[Stored items]
↓
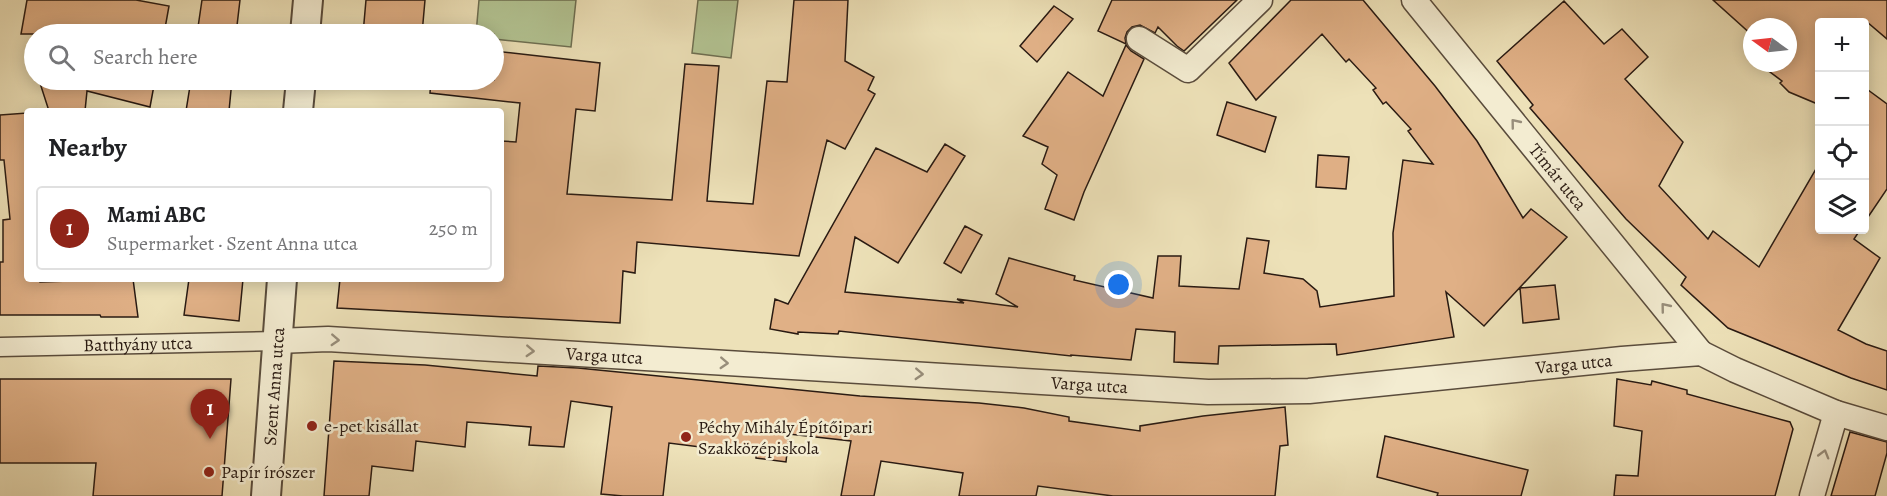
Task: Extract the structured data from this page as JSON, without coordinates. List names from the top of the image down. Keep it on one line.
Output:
{"streets":{"street":["Tímár utca","Batthyány utca","Varga utca","Szent Anna utca"]},"crossings":[["Tímár utca","Varga utca"],["Batthyány utca","Varga utca"],["Batthyány utca","Szent Anna utca"],["Varga utca","Szent Anna utca"]],"one_way":["Tímár utca","Varga utca"],"places":["e-pet kisállat","Péchy Mihály Építőipari Szakközépiskola","Papír írószer"],"north":"left","page":{"map_buttons":["+","−"],"search":"Search here","heading":"Nearby","list":[{"mark":"1","name":"Mami ABC","note":"Supermarket · Szent Anna utca","value":"250 m"}],"pins":"1"}}
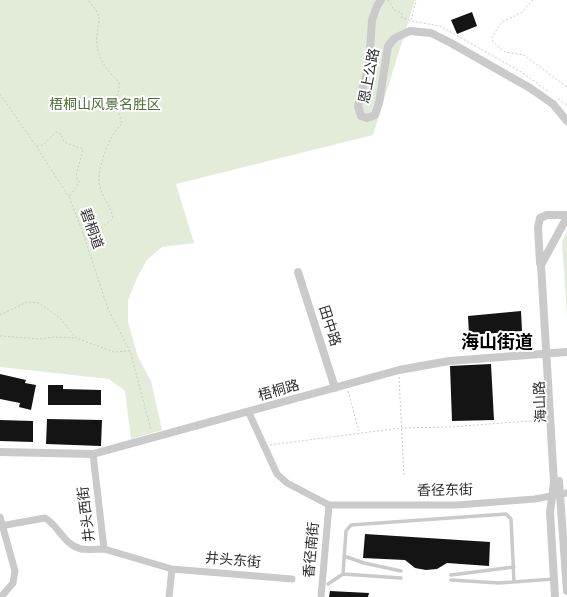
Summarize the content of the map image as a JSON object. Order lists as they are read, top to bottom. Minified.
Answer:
{"streets":{"street":["恩上公路","田中路","梧桐路","海山路","香径东街","井头西街","香径南街","井头东街"],"path":["碧桐道"]},"crossings":[["田中路","梧桐路"],["梧桐路","海山路"],["梧桐路","井头西街"],["海山路","香径东街"],["香径东街","香径南街"],["井头西街","井头东街"]],"districts":["海山街道"],"parks":["梧桐山风景名胜区"]}
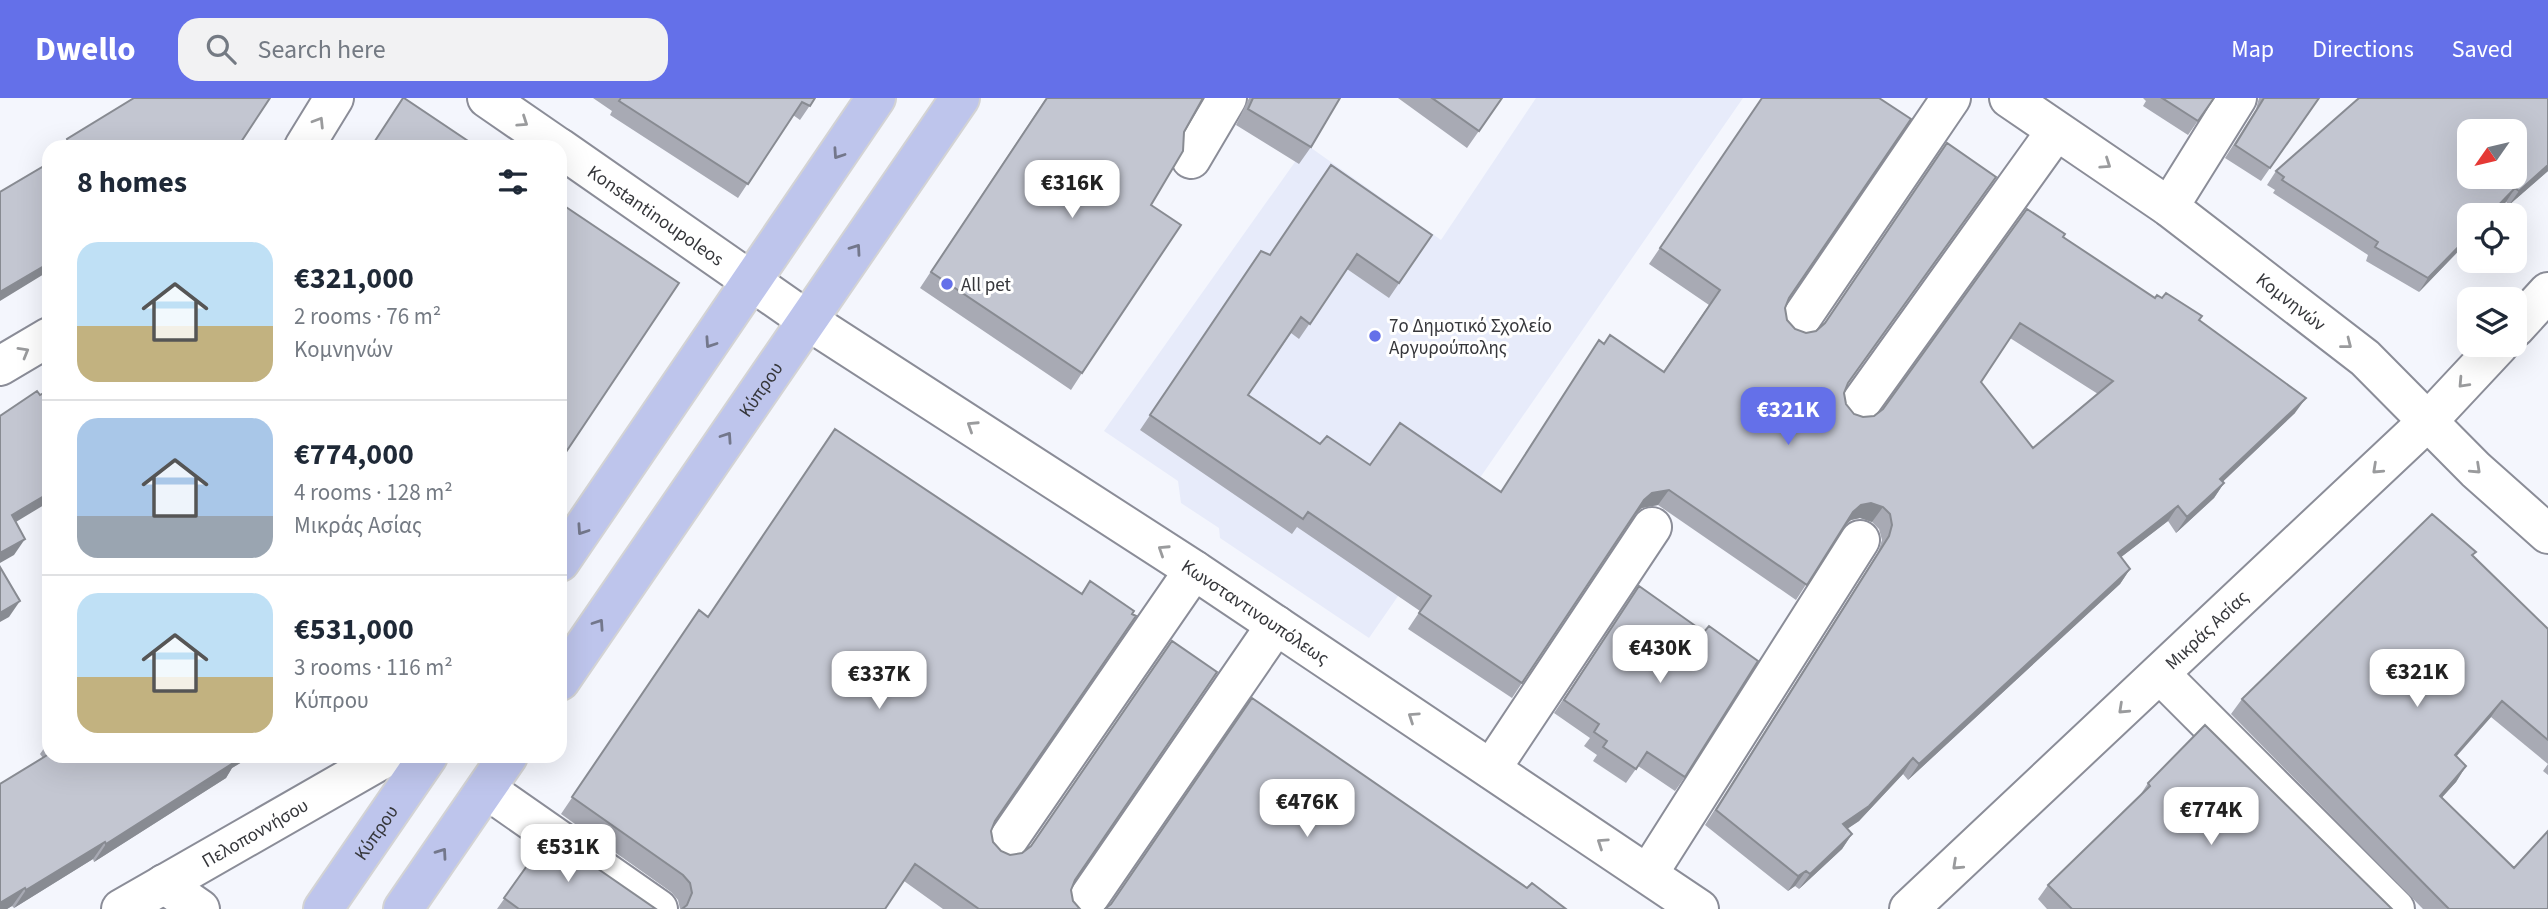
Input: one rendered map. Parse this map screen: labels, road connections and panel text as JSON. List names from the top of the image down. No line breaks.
{"streets":{"main road":["Κύπρου"],"street":["Konstantinoupoleos","Κομνηνών","Κωνσταντινουπόλεως","Μικράς Ασίας","Πελοποννήσου"]},"crossings":[["Konstantinoupoleos","Κύπρου"],["Konstantinoupoleos","Κωνσταντινουπόλεως"],["Κομνηνών","Μικράς Ασίας"],["Κύπρου","Κωνσταντινουπόλεως"]],"one_way":["Κομνηνών","Κωνσταντινουπόλεως"],"places":["All pet","7ο Δημοτικό Σχολείο Αργυρούπολης"],"north":"bottom left","page":{"header":"Dwello","search":"Search here","nav":["Map","Directions","Saved"],"heading":"8 homes","price":["€316K","€321K","€430K","€321K","€337K","€476K","€774K","€531K"],"list":[{"name":"€321,000","note":"2 rooms · 76 m² · Κομνηνών"},{"name":"€774,000","note":"4 rooms · 128 m² · Μικράς Ασίας"},{"name":"€531,000","note":"3 rooms · 116 m² · Κύπρου"}]}}
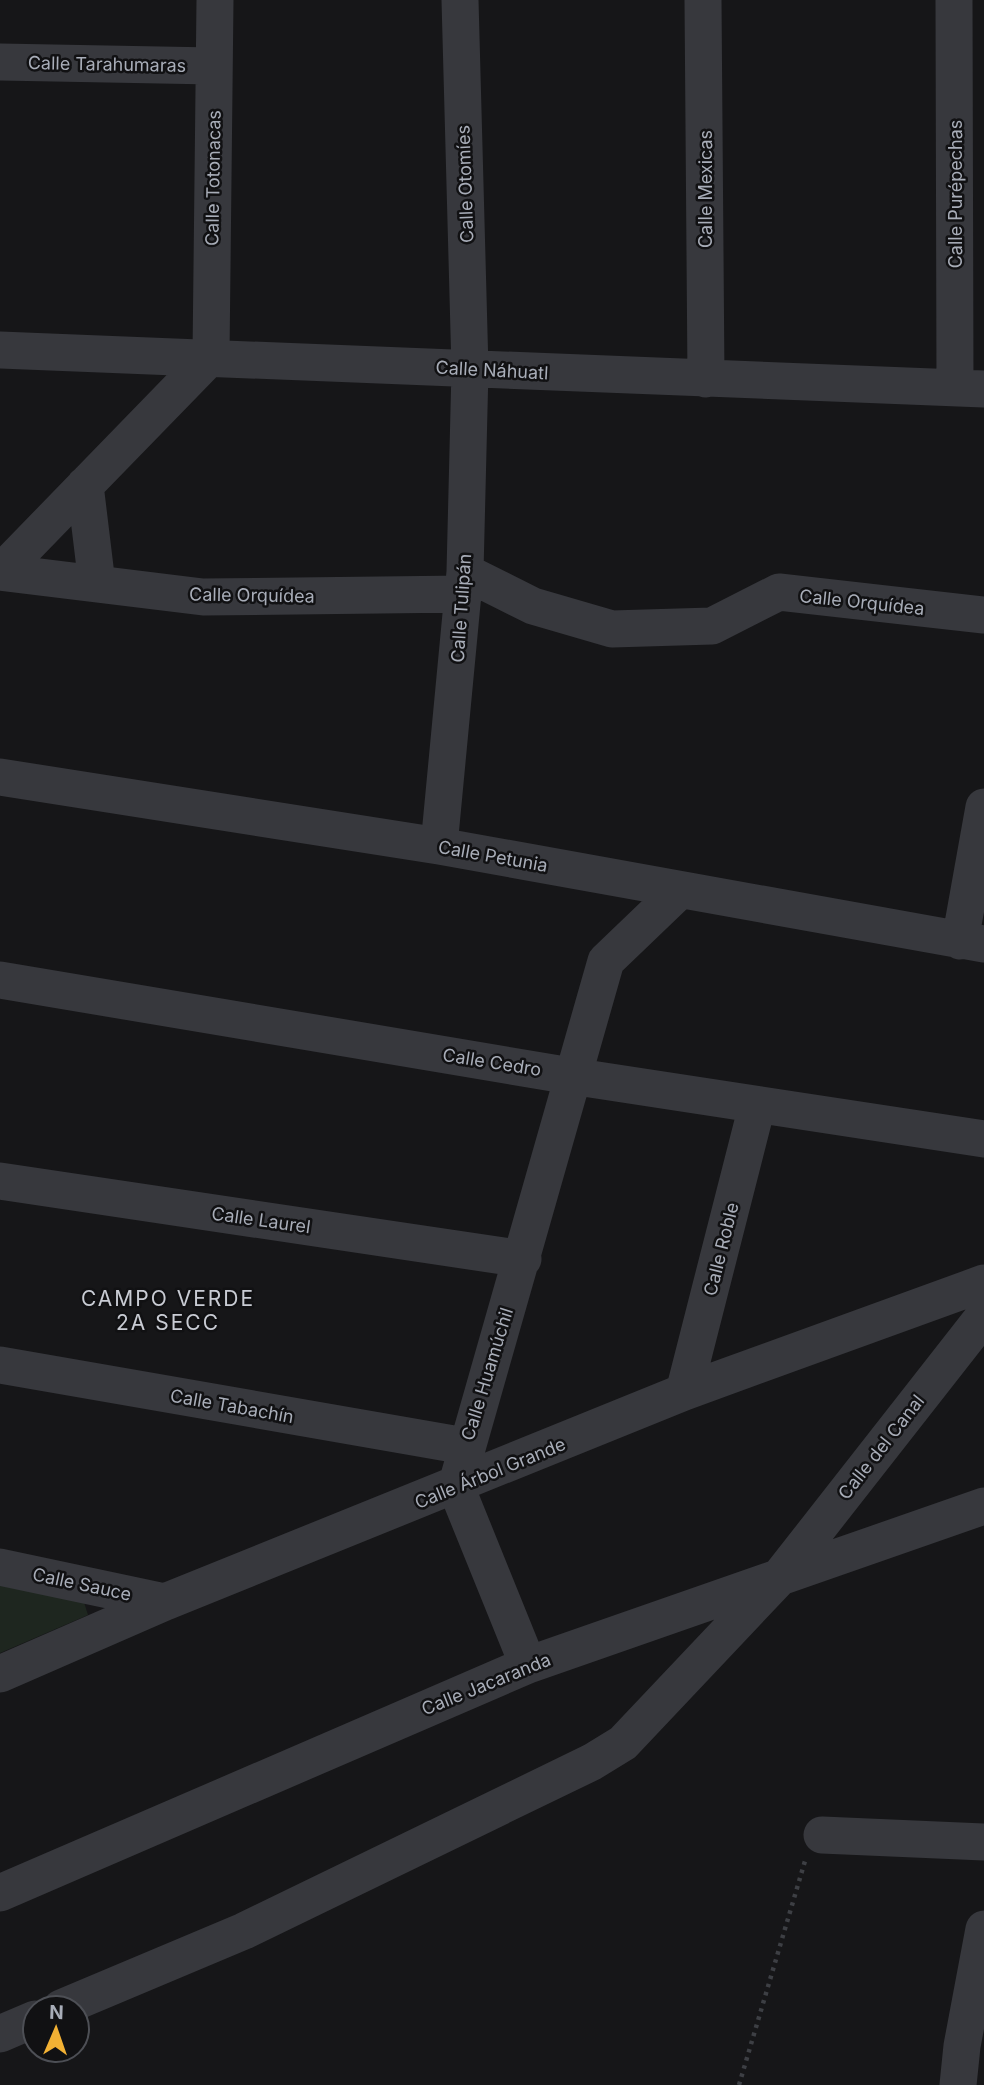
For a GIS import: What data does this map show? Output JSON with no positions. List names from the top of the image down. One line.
{"streets":{"street":["Calle Tarahumaras","Calle Totonacas","Calle Otomíes","Calle Mexicas","Calle Purépechas","Calle Náhuatl","Calle Orquídea","Calle Tulipán","Calle Petunia","Calle Cedro","Calle Laurel","Calle Roble","Calle Huamúchil","Calle Tabachín","Calle del Canal","Calle Árbol Grande","Calle Sauce","Calle Jacaranda"]},"crossings":[["Calle Tarahumaras","Calle Totonacas"],["Calle Totonacas","Calle Náhuatl"],["Calle Otomíes","Calle Náhuatl"],["Calle Otomíes","Calle Tulipán"],["Calle Mexicas","Calle Náhuatl"],["Calle Purépechas","Calle Náhuatl"],["Calle Náhuatl","Calle Tulipán"],["Calle Orquídea","Calle Tulipán"],["Calle Tulipán","Calle Petunia"],["Calle Petunia","Calle Huamúchil"],["Calle Cedro","Calle Roble"],["Calle Cedro","Calle Huamúchil"],["Calle Laurel","Calle Huamúchil"],["Calle Roble","Calle Árbol Grande"],["Calle Huamúchil","Calle Tabachín"],["Calle Huamúchil","Calle Árbol Grande"],["Calle del Canal","Calle Jacaranda"],["Calle Árbol Grande","Calle Sauce"]],"districts":["CAMPO VERDE 2A SECC"],"north":"top"}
↑
» Work instruction:
Would you set down the records above once more, exactly, with the pictures removed?

» Output below:
Task: Extract the structured data from this page as JSON, without coordinates. List names from the top of the image down. Keep it on one line.
Output:
{"streets":{"street":["Tímár utca","Batthyány utca","Varga utca","Szent Anna utca"]},"crossings":[["Tímár utca","Varga utca"],["Batthyány utca","Varga utca"],["Batthyány utca","Szent Anna utca"],["Varga utca","Szent Anna utca"]],"one_way":["Tímár utca","Varga utca"],"places":["e-pet kisállat","Péchy Mihály Építőipari Szakközépiskola","Papír írószer"],"north":"left","page":{"map_buttons":["+","−"],"search":"Search here","heading":"Nearby","list":[{"mark":"1","name":"Mami ABC","note":"Supermarket · Szent Anna utca","value":"250 m"}],"pins":"1"}}
Summarize the content of the map image as a JSON object. Order lists as they are read, top to bottom. Minified.
Answer:
{"streets":{"street":["恩上公路","田中路","梧桐路","海山路","香径东街","井头西街","香径南街","井头东街"],"path":["碧桐道"]},"crossings":[["田中路","梧桐路"],["梧桐路","海山路"],["梧桐路","井头西街"],["海山路","香径东街"],["香径东街","香径南街"],["井头西街","井头东街"]],"districts":["海山街道"],"parks":["梧桐山风景名胜区"]}
Input: one rendered map. Parse this map screen: labels, road connections and panel text as JSON. List names from the top of the image down. No line breaks.
{"streets":{"main road":["Κύπρου"],"street":["Konstantinoupoleos","Κομνηνών","Κωνσταντινουπόλεως","Μικράς Ασίας","Πελοποννήσου"]},"crossings":[["Konstantinoupoleos","Κύπρου"],["Konstantinoupoleos","Κωνσταντινουπόλεως"],["Κομνηνών","Μικράς Ασίας"],["Κύπρου","Κωνσταντινουπόλεως"]],"one_way":["Κομνηνών","Κωνσταντινουπόλεως"],"places":["All pet","7ο Δημοτικό Σχολείο Αργυρούπολης"],"north":"bottom left","page":{"header":"Dwello","search":"Search here","nav":["Map","Directions","Saved"],"heading":"8 homes","price":["€316K","€321K","€430K","€321K","€337K","€476K","€774K","€531K"],"list":[{"name":"€321,000","note":"2 rooms · 76 m² · Κομνηνών"},{"name":"€774,000","note":"4 rooms · 128 m² · Μικράς Ασίας"},{"name":"€531,000","note":"3 rooms · 116 m² · Κύπρου"}]}}
For a GIS import: What data does this map show? Output JSON with no positions. List names from the top of the image down. One line.
{"streets":{"street":["Calle Tarahumaras","Calle Totonacas","Calle Otomíes","Calle Mexicas","Calle Purépechas","Calle Náhuatl","Calle Orquídea","Calle Tulipán","Calle Petunia","Calle Cedro","Calle Laurel","Calle Roble","Calle Huamúchil","Calle Tabachín","Calle del Canal","Calle Árbol Grande","Calle Sauce","Calle Jacaranda"]},"crossings":[["Calle Tarahumaras","Calle Totonacas"],["Calle Totonacas","Calle Náhuatl"],["Calle Otomíes","Calle Náhuatl"],["Calle Otomíes","Calle Tulipán"],["Calle Mexicas","Calle Náhuatl"],["Calle Purépechas","Calle Náhuatl"],["Calle Náhuatl","Calle Tulipán"],["Calle Orquídea","Calle Tulipán"],["Calle Tulipán","Calle Petunia"],["Calle Petunia","Calle Huamúchil"],["Calle Cedro","Calle Roble"],["Calle Cedro","Calle Huamúchil"],["Calle Laurel","Calle Huamúchil"],["Calle Roble","Calle Árbol Grande"],["Calle Huamúchil","Calle Tabachín"],["Calle Huamúchil","Calle Árbol Grande"],["Calle del Canal","Calle Jacaranda"],["Calle Árbol Grande","Calle Sauce"]],"districts":["CAMPO VERDE 2A SECC"],"north":"top"}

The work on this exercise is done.